There’s more than a whiff of Chinese triumphalism here, exemplified in one of the sharper lines: Rachel goes to visit a college friend now back with her family in Singapore. They live in a lavish mansion so tasteless it would put Rose Hancock to shame. Says the dad to the younger kids: ‘Eat up. Don’t you know there are children starving in America?’
Then there’s the bucks’ party: the groomsman has laid on a massive knees-up complete with dozens of bikini girls clad as beauty queens from European countries, as if these places are just the latest in China’s cultural conquests. The girls are just visual wallpaper.
Crazy Rich Asians is unashamed in its celebration of conspicuous consumption, despite the wholesome message at the end that Love trumps Money. Western-style environmental sensibilities are ignored: in the family mansion is a huge stuffed tiger, proudly boasted of as the hunting conquest of one of Nick’s ancestors.

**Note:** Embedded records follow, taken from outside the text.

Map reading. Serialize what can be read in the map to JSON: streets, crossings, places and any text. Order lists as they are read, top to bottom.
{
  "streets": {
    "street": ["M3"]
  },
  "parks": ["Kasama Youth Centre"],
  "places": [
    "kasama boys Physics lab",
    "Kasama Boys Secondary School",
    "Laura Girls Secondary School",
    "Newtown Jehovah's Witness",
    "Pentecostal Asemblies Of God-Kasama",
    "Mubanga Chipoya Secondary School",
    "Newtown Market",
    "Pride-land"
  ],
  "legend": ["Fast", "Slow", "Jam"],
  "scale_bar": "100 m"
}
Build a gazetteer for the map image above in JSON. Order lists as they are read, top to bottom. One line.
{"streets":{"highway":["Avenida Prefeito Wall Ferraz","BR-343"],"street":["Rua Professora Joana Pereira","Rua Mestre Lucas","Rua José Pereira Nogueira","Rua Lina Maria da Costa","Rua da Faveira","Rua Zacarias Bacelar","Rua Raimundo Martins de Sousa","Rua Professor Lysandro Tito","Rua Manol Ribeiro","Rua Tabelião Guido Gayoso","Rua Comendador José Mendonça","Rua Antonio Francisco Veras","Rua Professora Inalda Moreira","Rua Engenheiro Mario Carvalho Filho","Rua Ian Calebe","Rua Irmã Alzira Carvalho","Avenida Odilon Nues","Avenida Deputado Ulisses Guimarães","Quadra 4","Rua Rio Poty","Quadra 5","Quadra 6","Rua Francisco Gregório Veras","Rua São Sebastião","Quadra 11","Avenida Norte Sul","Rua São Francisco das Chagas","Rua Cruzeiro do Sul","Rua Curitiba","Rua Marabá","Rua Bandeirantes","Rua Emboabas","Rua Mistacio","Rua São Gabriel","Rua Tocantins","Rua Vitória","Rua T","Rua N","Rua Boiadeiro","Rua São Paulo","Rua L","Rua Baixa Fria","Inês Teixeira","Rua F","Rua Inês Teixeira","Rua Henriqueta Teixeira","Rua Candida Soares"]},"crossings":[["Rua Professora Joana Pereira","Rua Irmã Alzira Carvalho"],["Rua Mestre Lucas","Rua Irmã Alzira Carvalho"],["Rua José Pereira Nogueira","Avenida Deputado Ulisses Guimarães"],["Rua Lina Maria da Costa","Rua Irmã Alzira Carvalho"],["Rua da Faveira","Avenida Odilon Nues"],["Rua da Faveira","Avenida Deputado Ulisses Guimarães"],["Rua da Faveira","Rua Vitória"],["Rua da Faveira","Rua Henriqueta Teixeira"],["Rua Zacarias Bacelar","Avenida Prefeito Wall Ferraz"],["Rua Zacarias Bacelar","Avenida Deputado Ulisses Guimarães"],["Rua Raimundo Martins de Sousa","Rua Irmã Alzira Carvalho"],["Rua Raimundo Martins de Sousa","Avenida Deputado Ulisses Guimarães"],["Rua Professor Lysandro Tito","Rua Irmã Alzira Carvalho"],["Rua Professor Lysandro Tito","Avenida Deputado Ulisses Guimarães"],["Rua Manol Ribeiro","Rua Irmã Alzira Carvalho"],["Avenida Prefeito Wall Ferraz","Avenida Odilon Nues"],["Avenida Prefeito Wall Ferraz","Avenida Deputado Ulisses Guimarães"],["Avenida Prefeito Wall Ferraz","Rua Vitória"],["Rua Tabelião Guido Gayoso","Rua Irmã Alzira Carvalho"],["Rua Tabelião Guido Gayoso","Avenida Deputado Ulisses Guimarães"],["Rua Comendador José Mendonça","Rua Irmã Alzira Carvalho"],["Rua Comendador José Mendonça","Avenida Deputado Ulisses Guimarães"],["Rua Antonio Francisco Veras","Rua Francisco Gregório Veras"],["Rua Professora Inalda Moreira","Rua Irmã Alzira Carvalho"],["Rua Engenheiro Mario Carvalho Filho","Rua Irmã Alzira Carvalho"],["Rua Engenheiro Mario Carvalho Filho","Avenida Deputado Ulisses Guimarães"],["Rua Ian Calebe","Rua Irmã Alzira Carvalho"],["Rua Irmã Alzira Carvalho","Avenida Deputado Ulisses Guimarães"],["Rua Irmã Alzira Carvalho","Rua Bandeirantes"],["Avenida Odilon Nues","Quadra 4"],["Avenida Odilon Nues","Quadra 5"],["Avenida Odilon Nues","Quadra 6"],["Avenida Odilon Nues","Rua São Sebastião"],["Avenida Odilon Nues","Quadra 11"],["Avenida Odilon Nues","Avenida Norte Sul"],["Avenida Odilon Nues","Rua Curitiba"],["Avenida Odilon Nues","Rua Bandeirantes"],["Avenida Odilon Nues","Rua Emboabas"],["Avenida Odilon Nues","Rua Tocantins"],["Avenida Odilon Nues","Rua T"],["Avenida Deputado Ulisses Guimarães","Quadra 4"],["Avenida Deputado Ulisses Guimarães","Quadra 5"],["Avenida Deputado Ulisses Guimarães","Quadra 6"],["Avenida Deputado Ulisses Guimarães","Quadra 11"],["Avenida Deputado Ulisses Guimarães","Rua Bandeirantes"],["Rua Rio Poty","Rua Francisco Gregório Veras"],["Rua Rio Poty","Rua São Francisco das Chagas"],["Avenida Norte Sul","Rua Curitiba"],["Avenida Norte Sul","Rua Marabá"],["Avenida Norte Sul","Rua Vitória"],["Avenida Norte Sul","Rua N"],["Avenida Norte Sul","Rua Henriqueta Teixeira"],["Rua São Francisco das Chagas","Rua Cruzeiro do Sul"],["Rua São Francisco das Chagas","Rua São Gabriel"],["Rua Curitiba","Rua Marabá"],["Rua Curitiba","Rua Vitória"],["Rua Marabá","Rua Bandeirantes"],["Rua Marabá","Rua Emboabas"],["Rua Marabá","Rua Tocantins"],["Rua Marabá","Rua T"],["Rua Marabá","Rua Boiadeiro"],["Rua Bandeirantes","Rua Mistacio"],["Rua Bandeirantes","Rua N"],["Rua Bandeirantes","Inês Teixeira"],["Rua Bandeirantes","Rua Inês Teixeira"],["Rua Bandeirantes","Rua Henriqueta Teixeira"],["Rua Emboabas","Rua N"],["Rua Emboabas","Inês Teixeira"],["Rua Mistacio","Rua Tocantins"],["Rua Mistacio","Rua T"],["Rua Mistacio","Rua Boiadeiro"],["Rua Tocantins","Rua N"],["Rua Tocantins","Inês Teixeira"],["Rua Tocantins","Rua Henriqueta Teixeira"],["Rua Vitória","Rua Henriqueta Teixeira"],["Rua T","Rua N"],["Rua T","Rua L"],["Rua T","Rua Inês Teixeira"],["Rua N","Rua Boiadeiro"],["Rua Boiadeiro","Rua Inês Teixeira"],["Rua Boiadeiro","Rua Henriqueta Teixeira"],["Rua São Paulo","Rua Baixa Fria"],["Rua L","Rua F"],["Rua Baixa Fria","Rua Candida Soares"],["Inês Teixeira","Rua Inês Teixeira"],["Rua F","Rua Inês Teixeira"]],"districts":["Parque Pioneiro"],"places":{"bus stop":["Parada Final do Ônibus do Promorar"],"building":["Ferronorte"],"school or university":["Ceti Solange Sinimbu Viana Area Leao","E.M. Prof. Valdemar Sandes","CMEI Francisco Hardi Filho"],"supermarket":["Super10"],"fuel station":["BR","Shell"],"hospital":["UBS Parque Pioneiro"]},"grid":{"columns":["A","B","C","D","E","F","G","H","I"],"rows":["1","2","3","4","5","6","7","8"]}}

There are some witty references to Chinese foibles, such as when a bitchy girl at the wedding says of Rachel: ‘She’s not that pretty. She hasn’t even had plastic surgery.’
And here’s Rachel, defending her Chineseness against her Americanness: ‘I’m a Professor of Economics and I’m lactose-intolerant!’ (Mind you, Rachel’s status as a college professor is a bit of a stretch, partly because of her extreme youth and partly because she peppers her speech with ‘like’, the same as any gormless teenager.)
But it’s fun and full of colour and movement, with a great soundtrack. The gay cousin – the ‘rainbow sheep’ of the family – provides comic charm, and it’s nice to see our own Ronnie Chieng doing a cameo as another cousin.
Will the beautiful but poor Rachel win over rich Nick’s disapproving family? Will True Love triumph? No prizes for guessing the answer.